Here's an obscene portable PC gaming machine from Razor. This is weird. But people who used it said it's a solid way to play PC games, if you're into that sort of thing.
Limke is a little dongle that charts your pulse and charts your oxygen levels and compares them to your friends online. Cute app, but if I wanted this kind of information, I'd live in a hospital full time. Heart rate and oxygen levels are symptomatic and it would be more constructive to track walking with something like a fit bit. I'm a little bit over health tracking at the moment. I find it a distraction to actually taking care of your health. Exercise, get a juicer, sleep well.
The Lenovo Yoga is a concept for a laptop that turns into a tablet but it is ultimately flawed because laptops and tablets have different power and battery life profiles. Ignore.
Cable and satellite are screwed. This is probably the most desperate gadget of the show. Dish is making a mega-DVRthat can play video in many rooms and capture every prime time show from every major network with one click. They're also previewing their satellite channel lineup for free for 24 hours-through the internet. All of this seems like a desperate try to stave off the inevitable march towards watching internet streamed TV on tablets while we bathe, cook, lay in bed, and sit on the can. Good for old fashioned mansion-ites who love live television.
The OLPC 3.0 Tablet is a tablet for poor kids designed by rich people. $100. Solar charged. Not junk, per say, but not relevant to most of us. I really appreciate it for its attempt to computerize the rest of the world.

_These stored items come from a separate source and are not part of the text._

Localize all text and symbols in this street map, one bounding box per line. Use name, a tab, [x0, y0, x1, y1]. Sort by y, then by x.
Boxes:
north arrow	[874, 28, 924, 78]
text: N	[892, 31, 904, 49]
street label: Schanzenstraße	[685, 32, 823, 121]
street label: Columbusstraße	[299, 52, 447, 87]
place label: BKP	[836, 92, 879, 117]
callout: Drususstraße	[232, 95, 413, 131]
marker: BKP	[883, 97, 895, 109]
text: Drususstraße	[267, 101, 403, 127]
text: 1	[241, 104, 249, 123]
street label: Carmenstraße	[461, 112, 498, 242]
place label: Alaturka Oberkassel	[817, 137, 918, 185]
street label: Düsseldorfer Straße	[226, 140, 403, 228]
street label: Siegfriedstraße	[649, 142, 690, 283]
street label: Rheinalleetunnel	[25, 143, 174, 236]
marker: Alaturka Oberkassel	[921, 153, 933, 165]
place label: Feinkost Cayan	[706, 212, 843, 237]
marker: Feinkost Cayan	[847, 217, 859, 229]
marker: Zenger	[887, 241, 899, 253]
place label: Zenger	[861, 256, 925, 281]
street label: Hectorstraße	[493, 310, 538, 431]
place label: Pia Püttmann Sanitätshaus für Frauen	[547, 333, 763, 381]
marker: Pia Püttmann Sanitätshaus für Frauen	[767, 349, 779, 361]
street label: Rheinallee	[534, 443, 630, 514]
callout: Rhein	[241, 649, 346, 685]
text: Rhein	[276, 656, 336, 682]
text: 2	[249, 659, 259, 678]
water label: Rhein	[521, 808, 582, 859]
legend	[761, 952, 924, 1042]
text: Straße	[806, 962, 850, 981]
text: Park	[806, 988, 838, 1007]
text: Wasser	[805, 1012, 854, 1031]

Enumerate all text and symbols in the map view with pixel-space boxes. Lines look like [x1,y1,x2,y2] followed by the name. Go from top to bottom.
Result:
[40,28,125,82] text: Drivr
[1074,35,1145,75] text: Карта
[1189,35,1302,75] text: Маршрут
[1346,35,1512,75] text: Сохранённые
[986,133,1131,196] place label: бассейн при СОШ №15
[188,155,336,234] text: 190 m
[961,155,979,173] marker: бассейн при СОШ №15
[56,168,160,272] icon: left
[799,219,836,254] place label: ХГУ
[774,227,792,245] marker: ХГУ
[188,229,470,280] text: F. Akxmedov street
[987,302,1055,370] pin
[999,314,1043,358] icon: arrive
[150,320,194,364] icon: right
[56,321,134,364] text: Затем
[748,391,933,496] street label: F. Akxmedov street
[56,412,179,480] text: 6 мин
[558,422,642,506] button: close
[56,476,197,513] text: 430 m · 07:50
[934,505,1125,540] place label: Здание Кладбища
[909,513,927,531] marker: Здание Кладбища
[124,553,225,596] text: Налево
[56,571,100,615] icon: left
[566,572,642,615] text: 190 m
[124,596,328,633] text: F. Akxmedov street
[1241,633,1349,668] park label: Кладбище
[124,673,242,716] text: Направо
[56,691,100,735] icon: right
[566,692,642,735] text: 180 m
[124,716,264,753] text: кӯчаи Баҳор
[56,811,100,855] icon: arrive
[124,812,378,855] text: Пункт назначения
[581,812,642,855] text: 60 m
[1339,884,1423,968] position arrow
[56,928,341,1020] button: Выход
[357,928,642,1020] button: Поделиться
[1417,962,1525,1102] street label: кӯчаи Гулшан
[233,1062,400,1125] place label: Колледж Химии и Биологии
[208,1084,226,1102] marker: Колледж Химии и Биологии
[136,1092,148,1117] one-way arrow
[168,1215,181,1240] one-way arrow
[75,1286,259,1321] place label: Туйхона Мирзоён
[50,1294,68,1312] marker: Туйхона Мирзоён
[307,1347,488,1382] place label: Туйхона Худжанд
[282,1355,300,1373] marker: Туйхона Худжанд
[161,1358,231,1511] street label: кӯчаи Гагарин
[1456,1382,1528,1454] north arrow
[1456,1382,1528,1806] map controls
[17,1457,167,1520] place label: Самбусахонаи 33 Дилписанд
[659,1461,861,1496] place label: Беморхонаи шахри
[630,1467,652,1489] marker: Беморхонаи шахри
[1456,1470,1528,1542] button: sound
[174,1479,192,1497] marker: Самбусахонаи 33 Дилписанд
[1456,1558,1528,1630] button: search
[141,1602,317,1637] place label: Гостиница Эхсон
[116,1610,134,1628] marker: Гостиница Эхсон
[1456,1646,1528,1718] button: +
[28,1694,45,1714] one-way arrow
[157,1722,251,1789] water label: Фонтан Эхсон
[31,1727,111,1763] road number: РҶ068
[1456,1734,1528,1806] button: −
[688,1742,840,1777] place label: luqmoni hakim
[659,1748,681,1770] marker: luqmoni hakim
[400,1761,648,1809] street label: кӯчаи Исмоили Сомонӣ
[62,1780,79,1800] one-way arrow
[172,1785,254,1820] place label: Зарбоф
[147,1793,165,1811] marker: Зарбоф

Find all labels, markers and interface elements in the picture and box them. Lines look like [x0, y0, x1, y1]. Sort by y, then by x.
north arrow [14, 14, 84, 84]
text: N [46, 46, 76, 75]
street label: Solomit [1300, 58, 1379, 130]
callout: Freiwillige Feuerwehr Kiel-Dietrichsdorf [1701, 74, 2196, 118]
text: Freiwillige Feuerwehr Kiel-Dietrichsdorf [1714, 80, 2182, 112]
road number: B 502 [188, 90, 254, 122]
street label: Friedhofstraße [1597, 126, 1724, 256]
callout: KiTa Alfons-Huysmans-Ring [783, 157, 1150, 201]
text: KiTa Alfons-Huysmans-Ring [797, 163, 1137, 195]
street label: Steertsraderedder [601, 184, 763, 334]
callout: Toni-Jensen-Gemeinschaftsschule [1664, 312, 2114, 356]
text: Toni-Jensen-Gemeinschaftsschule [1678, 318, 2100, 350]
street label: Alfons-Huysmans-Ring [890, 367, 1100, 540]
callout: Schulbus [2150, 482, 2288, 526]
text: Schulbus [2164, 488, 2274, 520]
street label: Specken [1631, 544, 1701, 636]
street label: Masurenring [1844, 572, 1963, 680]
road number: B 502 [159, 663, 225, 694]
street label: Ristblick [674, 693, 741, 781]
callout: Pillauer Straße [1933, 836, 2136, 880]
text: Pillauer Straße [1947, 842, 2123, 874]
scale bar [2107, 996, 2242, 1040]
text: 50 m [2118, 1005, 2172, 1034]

More BS: Haier made a see through TV. Sharp is making 17 different LCD panels that are bigger than 60 inches, but that's useless because LCDs are too expensive at those sizes. Friends at Televisioninfo.com believe it's a way for Sharp to earn business partners by showing their manufacturing might. I buy that. They're also making battery powered TVs up to 60 inches. This is simply dumb.
Lenovo is making a TV with Android built in. It's not built on Google TV, though, which is Google's interface for TVs? This is a clusterfuck. For Lenovo and for Google. Focus!
Also, too many people are making waterproof computers and tablets. Stop it.
META: For Writers At CES
The first thing I notice every year when I settle into a hotel at CES is that no matter how fancy the hotel, the tap water smells like eggs. They say the memory of smell is powerful although elusive and I use the memory of the smell of the tap water to wake me up when my eyes start glossing over at CES.
Eggs.
CES can buckle a strong man's knees. The quantity of data and visceral noise on the show floor causes many junior reporters to whine and go cross-eyed and sometimes catch a cold from all the hubbub, hand shaking, and fondling of dirty gadgets. This is my 10th year visiting the show. I've learned the key is to wash your hands every 120 minutes and to avoid touching your eyes and nose. Also, to take the monorail, not the cab line. Get a trailer to write from if you can.
Another key to being at CES as a writer is to avoid worrying about CES's terrible signal to noise ratio and instead, do something about it. Ignore the bullshit, shoot down the overhyped, and focus on the most interesting. If a writer complains about CES and writes 40 posts about it, it's a little hypocritical, no?
The last key is to enjoy Las Vegas with people you only get to see once a year and get into a healthy amount of trouble. Living a fun life and escaping the news machine will give any reporter the time and perspective to think a bit more about what's real in all the manufactured news, in a manufactured show, in a manufactured town filled with mirage. If a writer can do that, they can avoid being part of the problem and get the space to think and write at the pace of a human, not at the pace of a robot.
Quiet is cool.
This post also appears on The Wirecutter, an Atlantic partner site.